Set a budget and timeline
“Decide how much you want to spend and map
the build out. It’s so easy to spend a bit of cash here and there without really noticing. But it all adds up and before you know where you are, you’ve spent a fortune that you might not get back.
“When I customised my first bike I would come into the workshop a few days a week and I did it bit by bit over eight months. Ideally you need to take the bike off the road, rather than do one bit, then ride it, then another bit. It saves you time and money in the long run because you might change the bars, then decide you want to change the yoke, so all those new bits have to come off again. The other key part of this is ideally having another bike to get yourself around on, which means you’re not rushing to finish it so you can ride to work on Monday morning.
Take it slowly
“When you get a new bike it’s tempting to rip into it and end up with a jumbled up box of bits. Whenever you take anything apart, photograph every single step. If it’s coming off the bike, bag it up and label the bag. If you’re taking apart a loom, label every single wire. All this stuff might sound a faff and it does slow you down, but that’s no bad thing.

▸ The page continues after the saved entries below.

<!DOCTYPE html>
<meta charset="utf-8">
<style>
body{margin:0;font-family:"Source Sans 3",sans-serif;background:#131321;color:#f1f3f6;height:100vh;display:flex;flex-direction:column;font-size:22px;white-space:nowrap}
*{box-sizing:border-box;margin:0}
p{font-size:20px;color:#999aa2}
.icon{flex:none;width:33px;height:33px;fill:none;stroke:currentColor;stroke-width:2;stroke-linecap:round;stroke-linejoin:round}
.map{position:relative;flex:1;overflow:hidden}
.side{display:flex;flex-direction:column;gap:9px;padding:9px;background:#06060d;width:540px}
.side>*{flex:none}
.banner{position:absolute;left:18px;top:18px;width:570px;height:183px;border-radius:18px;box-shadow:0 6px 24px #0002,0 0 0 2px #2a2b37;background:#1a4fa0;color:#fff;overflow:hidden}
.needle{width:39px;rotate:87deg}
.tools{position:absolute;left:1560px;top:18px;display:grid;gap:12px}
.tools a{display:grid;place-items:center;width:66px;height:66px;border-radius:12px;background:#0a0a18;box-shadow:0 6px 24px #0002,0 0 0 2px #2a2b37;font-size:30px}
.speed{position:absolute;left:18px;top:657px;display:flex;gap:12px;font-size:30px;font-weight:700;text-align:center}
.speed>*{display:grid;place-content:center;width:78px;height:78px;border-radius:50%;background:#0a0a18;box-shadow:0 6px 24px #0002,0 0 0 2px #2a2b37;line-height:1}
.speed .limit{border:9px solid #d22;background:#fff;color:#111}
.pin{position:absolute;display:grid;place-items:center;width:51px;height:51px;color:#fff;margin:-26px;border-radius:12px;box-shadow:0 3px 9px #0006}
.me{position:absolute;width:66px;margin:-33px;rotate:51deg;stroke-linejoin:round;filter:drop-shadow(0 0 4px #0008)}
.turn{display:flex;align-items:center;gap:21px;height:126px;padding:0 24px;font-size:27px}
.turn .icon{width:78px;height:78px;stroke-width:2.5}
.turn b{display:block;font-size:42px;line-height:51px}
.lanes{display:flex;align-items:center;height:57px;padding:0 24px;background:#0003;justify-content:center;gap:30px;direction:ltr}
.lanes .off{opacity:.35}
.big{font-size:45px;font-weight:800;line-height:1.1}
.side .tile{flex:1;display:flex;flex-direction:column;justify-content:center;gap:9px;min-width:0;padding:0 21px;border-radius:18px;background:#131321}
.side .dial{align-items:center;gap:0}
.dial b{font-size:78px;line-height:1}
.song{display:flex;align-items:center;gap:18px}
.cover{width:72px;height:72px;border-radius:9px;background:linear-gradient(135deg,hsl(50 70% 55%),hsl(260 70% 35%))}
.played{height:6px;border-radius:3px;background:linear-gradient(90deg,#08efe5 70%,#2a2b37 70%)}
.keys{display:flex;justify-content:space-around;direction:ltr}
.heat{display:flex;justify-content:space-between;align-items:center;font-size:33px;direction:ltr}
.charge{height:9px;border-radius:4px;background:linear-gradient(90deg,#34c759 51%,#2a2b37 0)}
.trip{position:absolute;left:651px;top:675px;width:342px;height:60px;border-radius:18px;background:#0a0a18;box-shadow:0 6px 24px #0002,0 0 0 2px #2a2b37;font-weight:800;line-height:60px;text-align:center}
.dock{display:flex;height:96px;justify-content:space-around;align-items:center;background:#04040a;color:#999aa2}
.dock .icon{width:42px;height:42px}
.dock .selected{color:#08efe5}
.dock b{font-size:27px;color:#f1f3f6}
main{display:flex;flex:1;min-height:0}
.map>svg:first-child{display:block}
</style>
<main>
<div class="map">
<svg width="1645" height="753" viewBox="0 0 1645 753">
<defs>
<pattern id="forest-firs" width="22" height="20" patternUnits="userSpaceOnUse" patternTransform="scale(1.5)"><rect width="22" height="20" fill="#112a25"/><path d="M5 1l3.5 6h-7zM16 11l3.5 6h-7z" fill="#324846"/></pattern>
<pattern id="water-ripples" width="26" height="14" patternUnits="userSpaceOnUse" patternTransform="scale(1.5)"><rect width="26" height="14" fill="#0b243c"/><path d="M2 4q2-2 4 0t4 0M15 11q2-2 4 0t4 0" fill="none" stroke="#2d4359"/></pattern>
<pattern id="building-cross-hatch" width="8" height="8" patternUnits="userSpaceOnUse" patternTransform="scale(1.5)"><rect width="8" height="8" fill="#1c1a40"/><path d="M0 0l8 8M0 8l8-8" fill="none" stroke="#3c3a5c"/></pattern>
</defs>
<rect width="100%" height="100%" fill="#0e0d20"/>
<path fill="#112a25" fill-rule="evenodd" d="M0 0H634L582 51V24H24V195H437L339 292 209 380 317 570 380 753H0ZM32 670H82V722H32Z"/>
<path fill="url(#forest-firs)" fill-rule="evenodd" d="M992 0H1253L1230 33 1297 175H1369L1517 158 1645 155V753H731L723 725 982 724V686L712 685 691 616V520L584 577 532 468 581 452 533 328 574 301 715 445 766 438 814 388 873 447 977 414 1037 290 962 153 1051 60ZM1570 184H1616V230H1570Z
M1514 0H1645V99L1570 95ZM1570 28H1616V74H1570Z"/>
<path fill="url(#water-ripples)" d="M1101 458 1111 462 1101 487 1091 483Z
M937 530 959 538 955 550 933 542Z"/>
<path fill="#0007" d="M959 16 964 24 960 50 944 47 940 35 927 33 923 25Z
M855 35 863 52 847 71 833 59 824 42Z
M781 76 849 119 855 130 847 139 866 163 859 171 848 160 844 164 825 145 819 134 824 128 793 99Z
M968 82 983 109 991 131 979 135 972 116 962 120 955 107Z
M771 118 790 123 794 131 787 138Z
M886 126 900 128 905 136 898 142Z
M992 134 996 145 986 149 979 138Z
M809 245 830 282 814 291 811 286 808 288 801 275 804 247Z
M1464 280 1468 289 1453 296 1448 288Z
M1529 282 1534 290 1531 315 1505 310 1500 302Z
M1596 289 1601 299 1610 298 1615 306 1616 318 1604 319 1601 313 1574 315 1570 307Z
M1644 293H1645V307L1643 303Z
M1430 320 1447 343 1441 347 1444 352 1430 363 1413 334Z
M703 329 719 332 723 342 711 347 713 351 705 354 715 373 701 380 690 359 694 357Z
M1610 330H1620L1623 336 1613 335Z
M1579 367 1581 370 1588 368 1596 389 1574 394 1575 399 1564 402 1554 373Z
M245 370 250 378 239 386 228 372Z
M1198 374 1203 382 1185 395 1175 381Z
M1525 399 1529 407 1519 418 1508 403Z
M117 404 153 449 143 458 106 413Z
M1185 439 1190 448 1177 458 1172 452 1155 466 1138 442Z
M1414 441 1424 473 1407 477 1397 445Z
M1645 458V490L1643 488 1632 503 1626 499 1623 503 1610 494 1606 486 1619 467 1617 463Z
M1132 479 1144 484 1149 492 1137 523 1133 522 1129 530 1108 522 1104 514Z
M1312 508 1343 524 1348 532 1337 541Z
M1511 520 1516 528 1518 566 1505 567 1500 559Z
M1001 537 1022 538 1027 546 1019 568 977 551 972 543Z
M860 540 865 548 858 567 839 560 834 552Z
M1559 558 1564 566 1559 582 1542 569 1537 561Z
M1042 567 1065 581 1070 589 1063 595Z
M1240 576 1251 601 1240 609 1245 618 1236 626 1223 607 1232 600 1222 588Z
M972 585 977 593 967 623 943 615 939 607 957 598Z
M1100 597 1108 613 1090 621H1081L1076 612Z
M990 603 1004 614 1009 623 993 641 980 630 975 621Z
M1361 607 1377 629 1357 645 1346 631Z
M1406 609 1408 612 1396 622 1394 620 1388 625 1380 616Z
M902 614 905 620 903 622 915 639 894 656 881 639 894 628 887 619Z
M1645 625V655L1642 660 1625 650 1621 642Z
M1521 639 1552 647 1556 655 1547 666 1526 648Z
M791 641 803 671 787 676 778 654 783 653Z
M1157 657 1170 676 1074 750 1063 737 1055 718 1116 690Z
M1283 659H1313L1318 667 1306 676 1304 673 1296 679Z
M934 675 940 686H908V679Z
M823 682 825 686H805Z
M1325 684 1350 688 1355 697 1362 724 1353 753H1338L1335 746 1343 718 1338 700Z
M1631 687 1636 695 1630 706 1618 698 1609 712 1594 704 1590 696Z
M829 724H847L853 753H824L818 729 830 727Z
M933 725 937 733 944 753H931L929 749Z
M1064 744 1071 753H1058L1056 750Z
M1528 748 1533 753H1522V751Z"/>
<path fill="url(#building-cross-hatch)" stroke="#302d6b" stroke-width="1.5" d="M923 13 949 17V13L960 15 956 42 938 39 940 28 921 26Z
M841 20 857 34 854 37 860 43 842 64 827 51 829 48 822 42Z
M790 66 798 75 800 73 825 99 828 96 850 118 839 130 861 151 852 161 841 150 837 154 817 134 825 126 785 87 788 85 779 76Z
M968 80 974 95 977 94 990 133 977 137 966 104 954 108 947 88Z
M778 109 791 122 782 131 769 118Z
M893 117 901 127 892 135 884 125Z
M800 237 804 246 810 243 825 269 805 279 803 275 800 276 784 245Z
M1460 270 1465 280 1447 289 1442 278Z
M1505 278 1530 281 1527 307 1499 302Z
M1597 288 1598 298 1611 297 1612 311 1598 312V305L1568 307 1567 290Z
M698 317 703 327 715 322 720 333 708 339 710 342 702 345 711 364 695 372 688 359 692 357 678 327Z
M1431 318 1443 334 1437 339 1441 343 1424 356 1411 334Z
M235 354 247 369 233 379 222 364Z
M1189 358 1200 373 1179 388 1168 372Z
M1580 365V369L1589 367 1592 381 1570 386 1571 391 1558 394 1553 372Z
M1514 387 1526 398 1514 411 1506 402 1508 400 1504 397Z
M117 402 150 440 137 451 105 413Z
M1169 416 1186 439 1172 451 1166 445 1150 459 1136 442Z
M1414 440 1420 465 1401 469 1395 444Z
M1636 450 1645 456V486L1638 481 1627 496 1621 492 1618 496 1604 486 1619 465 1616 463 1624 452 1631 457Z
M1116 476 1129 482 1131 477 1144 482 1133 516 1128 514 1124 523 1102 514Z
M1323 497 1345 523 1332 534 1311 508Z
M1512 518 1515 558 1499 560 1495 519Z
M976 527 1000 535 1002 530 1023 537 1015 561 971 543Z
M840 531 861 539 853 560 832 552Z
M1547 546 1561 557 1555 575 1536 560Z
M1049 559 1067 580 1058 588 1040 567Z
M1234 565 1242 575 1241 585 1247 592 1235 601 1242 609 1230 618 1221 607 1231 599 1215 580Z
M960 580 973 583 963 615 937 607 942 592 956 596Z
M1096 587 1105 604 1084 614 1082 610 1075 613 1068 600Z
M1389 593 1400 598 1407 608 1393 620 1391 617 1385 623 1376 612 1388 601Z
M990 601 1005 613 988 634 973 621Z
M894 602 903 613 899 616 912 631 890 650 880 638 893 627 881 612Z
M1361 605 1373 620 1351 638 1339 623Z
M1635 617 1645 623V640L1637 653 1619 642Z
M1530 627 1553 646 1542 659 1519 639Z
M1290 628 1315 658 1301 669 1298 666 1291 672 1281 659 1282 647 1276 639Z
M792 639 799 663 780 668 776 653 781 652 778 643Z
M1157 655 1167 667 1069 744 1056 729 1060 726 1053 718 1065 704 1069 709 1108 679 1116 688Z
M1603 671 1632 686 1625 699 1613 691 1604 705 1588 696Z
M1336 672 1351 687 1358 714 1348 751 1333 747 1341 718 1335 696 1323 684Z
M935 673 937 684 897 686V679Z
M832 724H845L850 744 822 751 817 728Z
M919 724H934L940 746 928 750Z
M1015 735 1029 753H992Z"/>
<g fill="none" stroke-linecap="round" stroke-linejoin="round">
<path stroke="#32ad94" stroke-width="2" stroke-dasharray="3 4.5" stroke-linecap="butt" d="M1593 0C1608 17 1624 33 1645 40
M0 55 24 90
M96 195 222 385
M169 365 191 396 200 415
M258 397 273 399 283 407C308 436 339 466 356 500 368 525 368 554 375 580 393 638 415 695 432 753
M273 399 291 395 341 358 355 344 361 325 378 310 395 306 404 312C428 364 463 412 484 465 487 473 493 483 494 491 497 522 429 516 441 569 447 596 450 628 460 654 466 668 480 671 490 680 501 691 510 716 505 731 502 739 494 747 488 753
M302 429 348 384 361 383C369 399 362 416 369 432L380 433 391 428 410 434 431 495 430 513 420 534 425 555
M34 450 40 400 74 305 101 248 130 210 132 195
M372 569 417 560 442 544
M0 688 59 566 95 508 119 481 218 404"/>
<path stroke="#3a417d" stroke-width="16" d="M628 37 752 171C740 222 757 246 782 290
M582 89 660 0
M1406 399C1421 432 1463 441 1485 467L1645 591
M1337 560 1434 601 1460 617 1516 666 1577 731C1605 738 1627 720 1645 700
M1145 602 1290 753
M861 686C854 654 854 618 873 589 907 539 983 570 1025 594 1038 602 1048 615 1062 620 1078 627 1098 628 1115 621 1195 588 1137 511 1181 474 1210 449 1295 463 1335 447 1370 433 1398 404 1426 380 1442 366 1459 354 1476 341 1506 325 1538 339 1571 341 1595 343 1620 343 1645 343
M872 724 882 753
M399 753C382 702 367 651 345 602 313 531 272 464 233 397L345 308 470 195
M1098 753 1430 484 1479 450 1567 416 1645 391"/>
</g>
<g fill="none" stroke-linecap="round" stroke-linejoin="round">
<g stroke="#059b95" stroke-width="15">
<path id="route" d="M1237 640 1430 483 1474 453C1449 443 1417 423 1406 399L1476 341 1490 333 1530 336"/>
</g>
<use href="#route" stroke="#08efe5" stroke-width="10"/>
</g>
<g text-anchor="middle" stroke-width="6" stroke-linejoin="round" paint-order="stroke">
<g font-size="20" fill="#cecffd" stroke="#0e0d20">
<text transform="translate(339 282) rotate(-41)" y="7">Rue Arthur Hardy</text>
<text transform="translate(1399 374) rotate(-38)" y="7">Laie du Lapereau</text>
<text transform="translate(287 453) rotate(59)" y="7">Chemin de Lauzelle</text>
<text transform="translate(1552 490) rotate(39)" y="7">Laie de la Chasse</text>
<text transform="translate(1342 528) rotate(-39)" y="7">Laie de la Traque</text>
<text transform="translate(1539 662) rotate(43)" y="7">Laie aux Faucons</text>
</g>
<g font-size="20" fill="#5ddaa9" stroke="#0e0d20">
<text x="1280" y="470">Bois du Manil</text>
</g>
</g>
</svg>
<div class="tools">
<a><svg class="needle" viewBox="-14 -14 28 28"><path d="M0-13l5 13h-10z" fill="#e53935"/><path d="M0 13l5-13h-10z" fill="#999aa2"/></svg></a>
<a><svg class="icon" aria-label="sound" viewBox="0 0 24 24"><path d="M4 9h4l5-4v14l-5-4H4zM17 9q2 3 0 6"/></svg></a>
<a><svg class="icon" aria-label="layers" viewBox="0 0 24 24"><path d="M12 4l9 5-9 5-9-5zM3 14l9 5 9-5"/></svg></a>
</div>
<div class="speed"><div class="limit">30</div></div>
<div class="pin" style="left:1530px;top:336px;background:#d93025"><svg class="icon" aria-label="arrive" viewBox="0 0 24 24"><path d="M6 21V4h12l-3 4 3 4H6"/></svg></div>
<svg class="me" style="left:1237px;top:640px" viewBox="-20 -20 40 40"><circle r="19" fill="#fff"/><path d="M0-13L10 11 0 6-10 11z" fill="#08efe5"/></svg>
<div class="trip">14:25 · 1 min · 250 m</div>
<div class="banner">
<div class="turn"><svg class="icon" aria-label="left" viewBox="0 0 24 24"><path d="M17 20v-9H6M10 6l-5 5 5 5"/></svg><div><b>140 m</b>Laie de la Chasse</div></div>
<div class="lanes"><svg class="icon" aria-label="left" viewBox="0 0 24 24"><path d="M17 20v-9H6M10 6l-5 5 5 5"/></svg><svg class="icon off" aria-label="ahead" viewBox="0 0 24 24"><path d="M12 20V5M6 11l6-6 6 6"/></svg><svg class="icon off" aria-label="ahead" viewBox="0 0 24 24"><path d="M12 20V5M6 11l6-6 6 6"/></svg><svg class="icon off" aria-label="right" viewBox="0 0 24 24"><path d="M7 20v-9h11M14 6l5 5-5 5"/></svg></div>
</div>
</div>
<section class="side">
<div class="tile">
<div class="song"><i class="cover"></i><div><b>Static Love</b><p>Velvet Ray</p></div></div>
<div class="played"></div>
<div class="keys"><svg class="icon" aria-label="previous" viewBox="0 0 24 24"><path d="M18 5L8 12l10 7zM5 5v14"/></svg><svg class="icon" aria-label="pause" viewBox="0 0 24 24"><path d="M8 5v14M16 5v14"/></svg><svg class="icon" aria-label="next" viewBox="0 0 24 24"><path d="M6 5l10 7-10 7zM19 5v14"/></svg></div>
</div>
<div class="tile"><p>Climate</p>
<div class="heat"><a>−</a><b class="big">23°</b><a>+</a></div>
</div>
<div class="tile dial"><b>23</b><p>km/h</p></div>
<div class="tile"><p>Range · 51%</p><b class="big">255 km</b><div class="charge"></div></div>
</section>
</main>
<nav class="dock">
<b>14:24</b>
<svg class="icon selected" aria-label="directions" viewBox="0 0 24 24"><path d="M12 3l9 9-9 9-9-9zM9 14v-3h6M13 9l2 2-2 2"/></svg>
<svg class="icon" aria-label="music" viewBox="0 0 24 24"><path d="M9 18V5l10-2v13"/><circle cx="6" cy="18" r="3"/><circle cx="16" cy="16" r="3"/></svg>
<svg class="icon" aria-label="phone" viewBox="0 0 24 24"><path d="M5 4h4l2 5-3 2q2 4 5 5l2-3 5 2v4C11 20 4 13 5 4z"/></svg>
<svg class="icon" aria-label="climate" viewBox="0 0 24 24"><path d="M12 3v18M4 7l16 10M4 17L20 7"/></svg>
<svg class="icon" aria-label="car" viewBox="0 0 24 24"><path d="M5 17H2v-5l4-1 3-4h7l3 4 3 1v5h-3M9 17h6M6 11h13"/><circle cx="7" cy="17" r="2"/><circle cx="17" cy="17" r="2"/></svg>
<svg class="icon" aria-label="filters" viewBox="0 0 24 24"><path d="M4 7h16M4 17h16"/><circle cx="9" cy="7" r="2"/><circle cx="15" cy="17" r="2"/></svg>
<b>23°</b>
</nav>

In the long run it’s quicker too, as you won’t be working out how to reassemble your crank from a grainy photo in an old Haynes manual.”
Go forwards not backwards
“Sometimes I see people who’ve put drum brakes on a fairly fast modern bike and I think ‘What the hell are you doing?’ – it might look beautiful but you can’t ride it to its full potential. You can buy lovely master cylinders and greatlooking reservoirs these days. Even some mundane ones polished up look nice – we use the master cylinder from an SV650 on a lot of our bikes.
“Also don’t put those tubes on instead of the reservoir. If you work out how much you actually need, it would be two feet long. When the fluid heats up it expands and it will hit the end of that tube and put your brakes on. Lastly – fit good tyres. Firestones may look cool but they’re terrible to ride.”
Give it to an expert
“Sometimes the best policy is knowing when to stop. If you’re unsure about something, stop and take it to a professional. Welding is the other one – anyone can weld, but badly. MIG seems easy as it’s almost like a glue gun but people don’t like the welds, so they grind it back to make it look pretty and there’s nothing left holding it together. Next thing you know, the lovely hoop you’ve welded on snaps off and it (along with your passenger are sat in the road).”